During her floor speech Monday, Collins said she was “sickened when I viewed the recently released videos featuring Planned Parenthood physicians in both their edited and unedited versions. The callousness that the Planned Parenthood employees displayed in discussing the sale of fetal tissue is appalling.”

She then added, “We do, however, need to keep in mind the fact that Planned Parenthood provides important family planning, cancer screening, and basic preventive health care services to millions of women across the country. For many women, Planned Parenthood clinics provide the only health care services they receive. It would be premature to totally defund Planned Parenthood immediately until we know more facts.”

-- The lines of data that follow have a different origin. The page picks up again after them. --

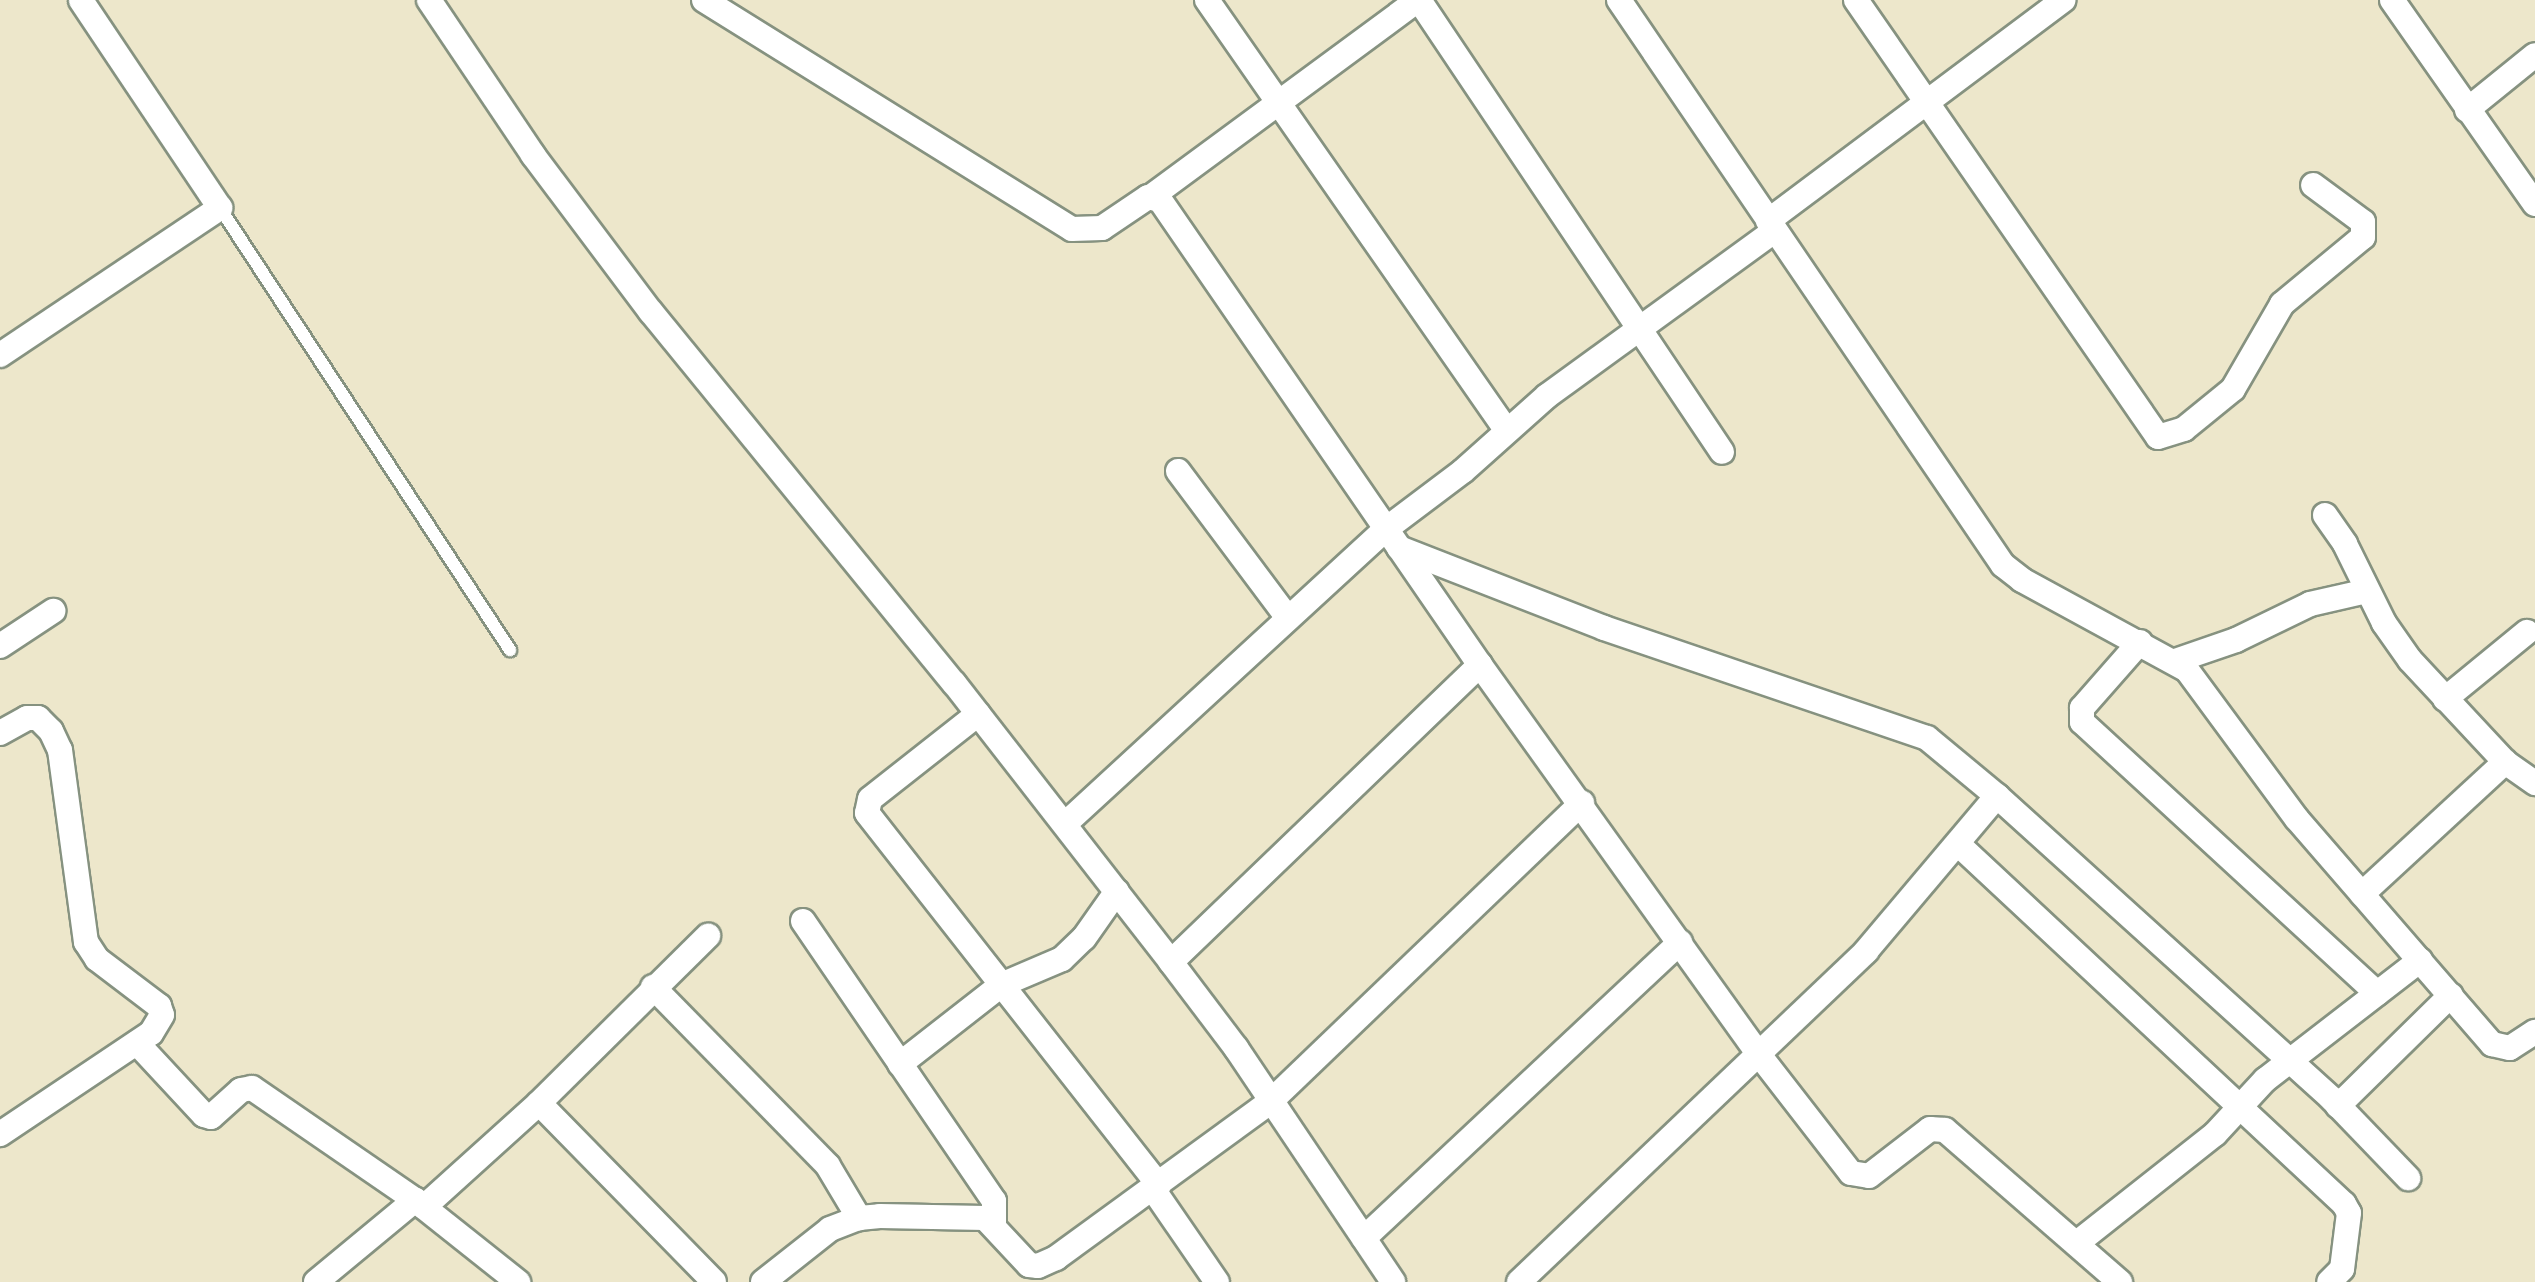 <!DOCTYPE html>
<style>
body{margin:0}
#map{position:relative;width:2535px;height:1282px;overflow:hidden;background:#ede7cb;font-family:"EB Garamond",serif}
div>[style]{position:absolute}
.roads{filter:drop-shadow(2px 0 #869280) drop-shadow(-2px 0 #869280) drop-shadow(0 2px #869280) drop-shadow(0 -2px #869280)}
.lane>*{height:12px;margin:-6px;padding:0 6px;transform-origin:6px;border-radius:6px;background:#fff}
.street>*{height:24px;margin:-12px;padding:0 12px;transform-origin:12px;border-radius:12px;background:#fff}
span{translate:-50% -50%;white-space:nowrap;text-align:center;line-height:1.15;-webkit-text-stroke:5px #fbf7ec;paint-order:stroke}
</style>
<div id="map">
<div class="roads">
<div class="lane">
<div style="left:220px;top:208px;width:529px;rotate:56.73deg"></div>
</div>
<div class="street">
<div style="left:429px;top:0;width:187px;rotate:56.1deg"></div>
<div style="left:533px;top:155px;width:196px;rotate:53.1deg"></div>
<div style="left:651px;top:312px;width:479px;rotate:50.8deg"></div>
<div style="left:954px;top:683px;width:353px;rotate:52.1deg"></div>
<div style="left:1171px;top:962px;width:108px;rotate:52.9deg"></div>
<div style="left:1236px;top:1048px;width:282px;rotate:56.1deg"></div>
<div style="left:704px;top:0;width:433px;rotate:31.9deg"></div>
<div style="left:1072px;top:229px;width:30px;rotate:-2deg"></div>
<div style="left:1102px;top:228px;width:55px;rotate:-34deg"></div>
<div style="left:1148px;top:197px;width:12px;rotate:14deg"></div>
<div style="left:1160px;top:200px;width:564px;rotate:55.47deg"></div>
<div style="left:1480px;top:665px;width:476px;rotate:54.4deg"></div>
<div style="left:1757px;top:1052px;width:153px;rotate:52.2deg"></div>
<div style="left:1851px;top:1173px;width:18px;rotate:9deg"></div>
<div style="left:1869px;top:1176px;width:77px;rotate:-37.6deg"></div>
<div style="left:1930px;top:1129px;width:15px;rotate:4deg"></div>
<div style="left:1945px;top:1130px;width:232px;rotate:41deg"></div>
<div style="left:1207px;top:0;width:525px;rotate:55.16deg"></div>
<div style="left:1419px;top:0;width:544px;rotate:56.16deg"></div>
<div style="left:1619px;top:0;width:683px;rotate:55.8deg"></div>
<div style="left:2003px;top:565px;width:24px;rotate:38deg"></div>
<div style="left:2022px;top:580px;width:188px;rotate:28.6deg"></div>
<div style="left:2187px;top:670px;width:185px;rotate:53.6deg"></div>
<div style="left:2297px;top:819px;width:298px;rotate:49.1deg"></div>
<div style="left:2492px;top:1044px;width:18px;rotate:13deg"></div>
<div style="left:2510px;top:1048px;width:30px;rotate:-33deg"></div>
<div style="left:1856px;top:0;width:531px;rotate:55.35deg"></div>
<div style="left:2158px;top:437px;width:27px;rotate:-17deg"></div>
<div style="left:2184px;top:429px;width:63px;rotate:-39.2deg"></div>
<div style="left:2233px;top:389px;width:98px;rotate:-60deg"></div>
<div style="left:2282px;top:304px;width:105px;rotate:-39.6deg"></div>
<div style="left:2363px;top:237px;width:15px;rotate:-90deg"></div>
<div style="left:2363px;top:222px;width:62px;rotate:-143.5deg"></div>
<div style="left:2392px;top:0;width:249px;rotate:55deg"></div>
<div style="left:2467px;top:110px;width:87px;rotate:-39deg"></div>
<div style="left:1152px;top:196px;width:330px;rotate:-36.4deg"></div>
<div style="left:1768px;top:221px;width:369px;rotate:-36.8deg"></div>
<div style="left:0;top:355px;width:265px;rotate:-33.8deg"></div>
<div style="left:220px;top:208px;width:250px;rotate:-123.8deg"></div>
<div style="left:1178px;top:471px;width:184px;rotate:53.2deg"></div>
<div style="left:2325px;top:515px;width:35px;rotate:55deg"></div>
<div style="left:2345px;top:544px;width:88px;rotate:63.7deg"></div>
<div style="left:2384px;top:623px;width:45px;rotate:54.9deg"></div>
<div style="left:2410px;top:660px;width:139px;rotate:47deg"></div>
<div style="left:2505px;top:762px;width:37px;rotate:35deg"></div>
<div style="left:1399px;top:548px;width:220px;rotate:21.3deg"></div>
<div style="left:1604px;top:628px;width:341px;rotate:18.8deg"></div>
<div style="left:1927px;top:738px;width:91px;rotate:39.6deg"></div>
<div style="left:1997px;top:796px;width:452px;rotate:42.1deg"></div>
<div style="left:2332px;top:1099px;width:110px;rotate:46.1deg"></div>
<div style="left:2140px;top:642px;width:88px;rotate:131.3deg"></div>
<div style="left:2082px;top:708px;width:14px;rotate:90deg"></div>
<div style="left:2082px;top:722px;width:401px;rotate:42.6deg"></div>
<div style="left:0;top:646px;width:64px;rotate:-33.4deg"></div>
<div style="left:2175px;top:661px;width:65px;rotate:-19deg"></div>
<div style="left:2236px;top:640px;width:82px;rotate:-25.9deg"></div>
<div style="left:2310px;top:604px;width:58px;rotate:-12.8deg"></div>
<div style="left:2445px;top:699px;width:106px;rotate:-39.3deg"></div>
<div style="left:978px;top:714px;width:137px;rotate:141.8deg"></div>
<div style="left:870px;top:799px;width:14px;rotate:102deg"></div>
<div style="left:867px;top:813px;width:473px;rotate:51.9deg"></div>
<div style="left:0;top:733px;width:31px;rotate:-29deg"></div>
<div style="left:27px;top:718px;width:11px"></div>
<div style="left:38px;top:718px;width:18px;rotate:45deg"></div>
<div style="left:51px;top:731px;width:21px;rotate:65deg"></div>
<div style="left:60px;top:750px;width:194px;rotate:82.3deg"></div>
<div style="left:86px;top:942px;width:20px;rotate:57deg"></div>
<div style="left:97px;top:959px;width:78px;rotate:37.2deg"></div>
<div style="left:159px;top:1006px;width:9px;rotate:72deg"></div>
<div style="left:162px;top:1015px;width:21px;rotate:121deg"></div>
<div style="left:151px;top:1033px;width:182px;rotate:146.2deg"></div>
<div style="left:1065px;top:824px;width:436px;rotate:-42.6deg"></div>
<div style="left:1386px;top:529px;width:96px;rotate:-37deg"></div>
<div style="left:1463px;top:471px;width:113px;rotate:-41.8deg"></div>
<div style="left:1547px;top:396px;width:281px;rotate:-36deg"></div>
<div style="left:1959px;top:845px;width:526px;rotate:43deg"></div>
<div style="left:2344px;top:1204px;width:10px;rotate:61deg"></div>
<div style="left:2349px;top:1213px;width:56px;rotate:97.1deg"></div>
<div style="left:2342px;top:1269px;width:18px;rotate:135deg"></div>
<div style="left:2362px;top:894px;width:195px;rotate:-42.7deg"></div>
<div style="left:803px;top:921px;width:339px;rotate:55.7deg"></div>
<div style="left:994px;top:1201px;width:22px;rotate:90deg"></div>
<div style="left:1171px;top:962px;width:429px;rotate:-43.9deg"></div>
<div style="left:653px;top:987px;width:250px;rotate:45.6deg"></div>
<div style="left:828px;top:1166px;width:61px;rotate:59.2deg"></div>
<div style="left:137px;top:1043px;width:98px;rotate:47.1deg"></div>
<div style="left:204px;top:1115px;width:7px;rotate:16deg"></div>
<div style="left:211px;top:1117px;width:40px;rotate:-42deg"></div>
<div style="left:241px;top:1090px;width:11px;rotate:-10deg"></div>
<div style="left:252px;top:1088px;width:198px;rotate:34.5deg"></div>
<div style="left:415px;top:1200px;width:132px;rotate:38.5deg"></div>
<div style="left:900px;top:1064px;width:128px;rotate:-38deg"></div>
<div style="left:1001px;top:985px;width:66px;rotate:-23.1deg"></div>
<div style="left:1062px;top:959px;width:30px;rotate:-44deg"></div>
<div style="left:1084px;top:938px;width:57px;rotate:-54.9deg"></div>
<div style="left:539px;top:1103px;width:250px;rotate:45.6deg"></div>
<div style="left:2338px;top:1106px;width:158px;rotate:-44.5deg"></div>
<div style="left:1153px;top:1189px;width:113px;rotate:55.5deg"></div>
<div style="left:424px;top:1207px;width:155px;rotate:-42.1deg"></div>
<div style="left:539px;top:1103px;width:238px;rotate:-44.7deg"></div>
<div style="left:1364px;top:1238px;width:433px;rotate:-43.1deg"></div>
<div style="left:2077px;top:1243px;width:176px;rotate:-38.3deg"></div>
<div style="left:2215px;top:1134px;width:74px;rotate:-47.2deg"></div>
<div style="left:2265px;top:1080px;width:196px;rotate:-37.7deg"></div>
<div style="left:316px;top:1282px;width:129px;rotate:-39.6deg"></div>
<div style="left:763px;top:1282px;width:85px;rotate:-38.3deg"></div>
<div style="left:830px;top:1229px;width:31px;rotate:-21deg"></div>
<div style="left:859px;top:1218px;width:21px;rotate:-5deg"></div>
<div style="left:880px;top:1216px;width:105px;rotate:1.1deg"></div>
<div style="left:985px;top:1218px;width:64px;rotate:46.9deg"></div>
<div style="left:1029px;top:1265px;width:9px;rotate:6deg"></div>
<div style="left:1038px;top:1266px;width:20px;rotate:-24deg"></div>
<div style="left:1056px;top:1258px;width:266px;rotate:-36.1deg"></div>
<div style="left:1271px;top:1101px;width:431px;rotate:-43.8deg"></div>
<div style="left:1519px;top:1282px;width:480px;rotate:-43.6deg"></div>
<div style="left:1866px;top:951px;width:203px;rotate:-49.8deg"></div>
</div>
</div>
</div>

DEFUNDING ISSUE FAR FROM DEAD

According to the Congressional Budget Office, the defunding bill would likely have a mixed impact on federal spending. In a letter Monday to the chairman of the Senate Budget Committee, the CBO concluded that Medicaid spending for services that avert pregnancy and deliveries would be expected to decrease if the bill passed. But the letter also pointed out that reduced use of such services would presumably lead to additional births, which would increase the demand for Medicaid services, both by adults and the children they bear.

Planned Parenthood has said that its northern New England offices do not provide fetal tissue from abortions for medical research.

The organization praised Maine independent Sen. Angus King, who voted against the defunding measure and noted that 97 percent of Planned Parenthood’s services to women have nothing to do with abortion. “The net effect of this bill is simply to deny basic health care, including contraception, to millions of women, particularly low-income women,” King said.

Although the bill failed Monday, congressional Republicans have made the issue a centerpiece of their legislative agenda and have threatened to shut down the government if federal funding for the group isn’t curtailed. That means the Planned Parenthood funding issue is likely to surface again in the fall.